Two additional notations are used: [field] indicates a field is optional in that syntax, and field1/field2 means a choice of fields (usually through a oneof).

It should be noted that for primitive values (such as value), the default value (e.g. zero) is indicated by skipping the field – one can not determine whether a primitive field was given or not. Embedded messages (such as subscription) on the other hand are encoded in a way that makes it possible to check for presence.

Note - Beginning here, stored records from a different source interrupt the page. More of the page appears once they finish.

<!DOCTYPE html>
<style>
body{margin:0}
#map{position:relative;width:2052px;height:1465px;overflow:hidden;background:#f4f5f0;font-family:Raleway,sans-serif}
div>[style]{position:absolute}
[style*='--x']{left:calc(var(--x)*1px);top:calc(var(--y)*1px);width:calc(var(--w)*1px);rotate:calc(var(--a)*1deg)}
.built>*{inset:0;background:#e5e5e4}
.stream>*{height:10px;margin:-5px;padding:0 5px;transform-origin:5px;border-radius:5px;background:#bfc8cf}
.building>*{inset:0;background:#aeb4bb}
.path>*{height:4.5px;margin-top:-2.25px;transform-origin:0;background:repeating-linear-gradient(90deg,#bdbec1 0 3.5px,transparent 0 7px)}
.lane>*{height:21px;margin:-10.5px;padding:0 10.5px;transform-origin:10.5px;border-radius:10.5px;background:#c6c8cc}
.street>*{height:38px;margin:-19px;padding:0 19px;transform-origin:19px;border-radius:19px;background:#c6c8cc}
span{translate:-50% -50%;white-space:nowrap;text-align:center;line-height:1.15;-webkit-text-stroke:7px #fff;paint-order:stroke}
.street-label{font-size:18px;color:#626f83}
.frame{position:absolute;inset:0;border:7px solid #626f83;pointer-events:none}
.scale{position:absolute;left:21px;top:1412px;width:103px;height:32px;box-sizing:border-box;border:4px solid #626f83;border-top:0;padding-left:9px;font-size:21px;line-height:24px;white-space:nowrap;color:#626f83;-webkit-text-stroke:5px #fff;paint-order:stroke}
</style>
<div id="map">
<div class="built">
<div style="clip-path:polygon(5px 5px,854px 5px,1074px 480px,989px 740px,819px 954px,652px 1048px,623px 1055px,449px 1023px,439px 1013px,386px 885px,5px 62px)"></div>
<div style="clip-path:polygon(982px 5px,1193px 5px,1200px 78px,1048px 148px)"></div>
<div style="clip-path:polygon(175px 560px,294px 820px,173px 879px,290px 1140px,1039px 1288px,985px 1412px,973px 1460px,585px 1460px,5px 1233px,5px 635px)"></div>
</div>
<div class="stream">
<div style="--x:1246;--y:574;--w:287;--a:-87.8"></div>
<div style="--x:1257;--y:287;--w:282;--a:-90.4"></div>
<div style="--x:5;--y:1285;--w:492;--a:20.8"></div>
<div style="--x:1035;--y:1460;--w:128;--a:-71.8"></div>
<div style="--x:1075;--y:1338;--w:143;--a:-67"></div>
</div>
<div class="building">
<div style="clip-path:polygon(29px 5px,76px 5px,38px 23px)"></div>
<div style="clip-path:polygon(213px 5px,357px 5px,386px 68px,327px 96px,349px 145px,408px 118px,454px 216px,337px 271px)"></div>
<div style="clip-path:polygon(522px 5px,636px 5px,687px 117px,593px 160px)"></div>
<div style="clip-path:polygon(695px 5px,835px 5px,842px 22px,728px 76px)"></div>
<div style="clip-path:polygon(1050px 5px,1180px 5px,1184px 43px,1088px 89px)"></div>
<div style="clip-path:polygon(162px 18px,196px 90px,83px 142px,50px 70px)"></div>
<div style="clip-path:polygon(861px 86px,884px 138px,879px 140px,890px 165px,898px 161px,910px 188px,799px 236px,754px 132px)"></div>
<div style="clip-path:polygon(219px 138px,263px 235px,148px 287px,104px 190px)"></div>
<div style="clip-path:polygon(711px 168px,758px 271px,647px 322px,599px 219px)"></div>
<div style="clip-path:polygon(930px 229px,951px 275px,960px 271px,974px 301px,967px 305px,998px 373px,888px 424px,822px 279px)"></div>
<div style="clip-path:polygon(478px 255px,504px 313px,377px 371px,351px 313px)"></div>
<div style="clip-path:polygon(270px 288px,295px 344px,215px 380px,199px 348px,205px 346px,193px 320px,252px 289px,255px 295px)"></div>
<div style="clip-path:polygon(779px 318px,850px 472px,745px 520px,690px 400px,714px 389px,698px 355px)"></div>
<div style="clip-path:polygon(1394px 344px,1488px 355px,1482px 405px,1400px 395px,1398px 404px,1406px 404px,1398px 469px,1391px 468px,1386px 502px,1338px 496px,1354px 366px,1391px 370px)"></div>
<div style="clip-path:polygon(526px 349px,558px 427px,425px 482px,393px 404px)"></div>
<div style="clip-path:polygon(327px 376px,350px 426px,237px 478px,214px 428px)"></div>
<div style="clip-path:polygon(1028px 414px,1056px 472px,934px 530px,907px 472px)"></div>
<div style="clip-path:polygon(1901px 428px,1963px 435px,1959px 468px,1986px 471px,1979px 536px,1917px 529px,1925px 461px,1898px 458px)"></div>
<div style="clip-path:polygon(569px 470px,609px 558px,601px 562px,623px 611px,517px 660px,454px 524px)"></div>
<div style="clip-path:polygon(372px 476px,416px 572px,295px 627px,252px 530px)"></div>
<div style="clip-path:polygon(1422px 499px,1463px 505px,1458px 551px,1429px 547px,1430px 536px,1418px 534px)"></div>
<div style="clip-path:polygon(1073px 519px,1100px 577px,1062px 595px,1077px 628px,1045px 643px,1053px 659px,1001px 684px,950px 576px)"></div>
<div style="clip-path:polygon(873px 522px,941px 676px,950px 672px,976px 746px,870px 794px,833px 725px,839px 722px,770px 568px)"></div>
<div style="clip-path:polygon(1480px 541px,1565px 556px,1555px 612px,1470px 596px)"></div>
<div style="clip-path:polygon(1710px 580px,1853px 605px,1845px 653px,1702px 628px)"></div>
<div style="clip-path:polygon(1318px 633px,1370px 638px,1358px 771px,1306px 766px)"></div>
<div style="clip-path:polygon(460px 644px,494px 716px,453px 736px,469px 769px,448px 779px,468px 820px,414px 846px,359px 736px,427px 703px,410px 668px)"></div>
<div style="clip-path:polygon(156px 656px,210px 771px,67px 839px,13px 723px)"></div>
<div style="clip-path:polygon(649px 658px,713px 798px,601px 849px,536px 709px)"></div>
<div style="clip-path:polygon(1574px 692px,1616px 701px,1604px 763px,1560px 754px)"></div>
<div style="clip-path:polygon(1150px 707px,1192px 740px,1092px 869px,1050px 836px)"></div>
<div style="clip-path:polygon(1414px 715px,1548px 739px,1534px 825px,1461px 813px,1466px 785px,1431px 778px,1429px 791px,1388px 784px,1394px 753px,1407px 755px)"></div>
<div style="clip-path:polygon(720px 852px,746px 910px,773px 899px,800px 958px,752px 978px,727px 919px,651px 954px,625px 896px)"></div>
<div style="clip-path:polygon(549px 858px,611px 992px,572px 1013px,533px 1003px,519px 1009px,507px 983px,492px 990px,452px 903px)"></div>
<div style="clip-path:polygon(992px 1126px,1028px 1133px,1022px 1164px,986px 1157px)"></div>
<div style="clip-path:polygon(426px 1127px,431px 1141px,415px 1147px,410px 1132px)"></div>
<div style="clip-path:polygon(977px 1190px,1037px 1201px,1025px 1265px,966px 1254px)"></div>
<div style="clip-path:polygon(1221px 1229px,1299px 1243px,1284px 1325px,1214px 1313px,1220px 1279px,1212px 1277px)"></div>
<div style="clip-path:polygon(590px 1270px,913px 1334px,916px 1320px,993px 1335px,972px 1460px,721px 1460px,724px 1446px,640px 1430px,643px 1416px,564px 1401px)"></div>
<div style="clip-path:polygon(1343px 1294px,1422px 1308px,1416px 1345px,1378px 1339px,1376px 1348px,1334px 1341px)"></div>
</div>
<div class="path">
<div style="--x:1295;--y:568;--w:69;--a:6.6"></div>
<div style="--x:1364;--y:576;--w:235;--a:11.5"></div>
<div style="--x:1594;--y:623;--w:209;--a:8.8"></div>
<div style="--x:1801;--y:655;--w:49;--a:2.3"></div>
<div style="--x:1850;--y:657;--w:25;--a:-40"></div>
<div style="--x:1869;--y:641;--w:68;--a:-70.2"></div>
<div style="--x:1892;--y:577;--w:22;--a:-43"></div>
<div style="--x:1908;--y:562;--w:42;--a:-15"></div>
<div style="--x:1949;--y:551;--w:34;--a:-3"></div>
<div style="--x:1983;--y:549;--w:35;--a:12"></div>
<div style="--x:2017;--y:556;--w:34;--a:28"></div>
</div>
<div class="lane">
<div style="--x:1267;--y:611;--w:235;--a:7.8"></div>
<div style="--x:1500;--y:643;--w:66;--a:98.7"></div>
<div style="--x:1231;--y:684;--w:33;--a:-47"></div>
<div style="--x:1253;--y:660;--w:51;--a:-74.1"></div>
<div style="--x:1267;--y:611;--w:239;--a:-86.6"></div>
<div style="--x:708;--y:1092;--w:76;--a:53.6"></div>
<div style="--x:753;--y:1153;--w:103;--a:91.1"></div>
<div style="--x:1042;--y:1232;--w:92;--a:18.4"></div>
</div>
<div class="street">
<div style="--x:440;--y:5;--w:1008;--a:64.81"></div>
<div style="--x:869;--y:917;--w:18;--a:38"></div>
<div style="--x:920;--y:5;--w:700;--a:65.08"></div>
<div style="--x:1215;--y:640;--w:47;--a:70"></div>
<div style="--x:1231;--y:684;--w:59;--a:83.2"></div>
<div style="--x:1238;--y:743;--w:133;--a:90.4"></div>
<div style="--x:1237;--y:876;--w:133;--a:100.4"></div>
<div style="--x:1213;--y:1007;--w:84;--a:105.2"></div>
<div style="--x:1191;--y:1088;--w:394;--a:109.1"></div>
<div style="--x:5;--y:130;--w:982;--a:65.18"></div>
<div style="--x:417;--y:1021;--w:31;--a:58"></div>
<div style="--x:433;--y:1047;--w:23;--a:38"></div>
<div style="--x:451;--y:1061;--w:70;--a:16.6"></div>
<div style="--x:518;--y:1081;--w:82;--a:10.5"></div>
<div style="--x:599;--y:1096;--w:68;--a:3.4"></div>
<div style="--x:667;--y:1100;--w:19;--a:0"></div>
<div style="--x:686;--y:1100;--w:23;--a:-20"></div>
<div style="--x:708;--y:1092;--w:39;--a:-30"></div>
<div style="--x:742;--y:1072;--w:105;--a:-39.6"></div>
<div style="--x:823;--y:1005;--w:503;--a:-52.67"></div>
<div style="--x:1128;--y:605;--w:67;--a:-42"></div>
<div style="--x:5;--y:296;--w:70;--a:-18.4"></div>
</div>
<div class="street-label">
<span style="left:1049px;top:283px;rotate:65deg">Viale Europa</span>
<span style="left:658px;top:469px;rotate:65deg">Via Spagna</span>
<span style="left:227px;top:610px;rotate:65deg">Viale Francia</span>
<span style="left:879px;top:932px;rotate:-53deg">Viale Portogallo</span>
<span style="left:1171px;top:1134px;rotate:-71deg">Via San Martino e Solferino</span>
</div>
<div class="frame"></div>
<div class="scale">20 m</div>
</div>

This means that analog request and analog reply can not be distinguished on the wire. However, as they go in different directions, this does not pose a problem. In cases where there would be ambiguity, one message would have to use a different field in HedgehogMessage.

List of message types

Acknowledgement
<= (code, [message]):  ack
IOAction
=> (port, flags):  IO action => ack
IOCommandMessage
=> (port):  IO command request => IO command reply
<= (port, flags):  IO command reply
=> (port, subscription):  IO command subscribe => ack
<- (port, flags, subscription):  IO command update
AnalogMessage
=> (port):  analog request => analog reply
<= (port, value):  analog reply
=> (port, subscription):  analog subscribe => ack
<- (port, value, subscription):  analog update
DigitalMessage
=> (port):  digital request => digital reply
<= (port, value):  digital reply
=> (port, subscription):  digital subscribe => ack
<- (port, value, subscription):  digital update
MotorAction
=> (port, state, amount):  indefinite motor action => ack
=> (port, state, amount, reached_state, relative/absolute):  terminating motor action => ack
MotorCommandMessage
=> (port):  motor command request => motor command reply
<= (port, state, amount):  motor command reply
=> (port, subscription):  motor command subscribe => ack
<- (port, state, amount, subscription):  motor command update
MotorStateMessage
=> (port):  motor state request => motor state reply
<= (port, velocity, position):  motor state reply
=> (port, subscription):  motor state subscribe => ack
<- (port, velocity, position, subscription):  motor state update
MotorSetPositionAction
=> (port, position):  set motor position action => ack
ServoAction
=> (port, active, position):  servo action => ack
ServoCommandMessage
=> (port):  servo command request => servo command reply
<= (port, active, position):  servo command reply
=> (port, subscription):  servo command subscribe => ack
<- (port, active, position, subscription):  servo command update
ProcessExecuteAction
=> (*args, [working_dir]):  process execute action => process execute reply
ProcessExecuteReply
<= (pid):  process execute reply
ProcessStreamMessage
=> (pid, fileno, chunk):  stream data action => ack
<- (pid, fileno, chunk):  stream data update
ProcessSignalAction
=> (pid, signal): process signal action => ack
ProcessExitUpdate
<- (pid, exit_code):  process exit update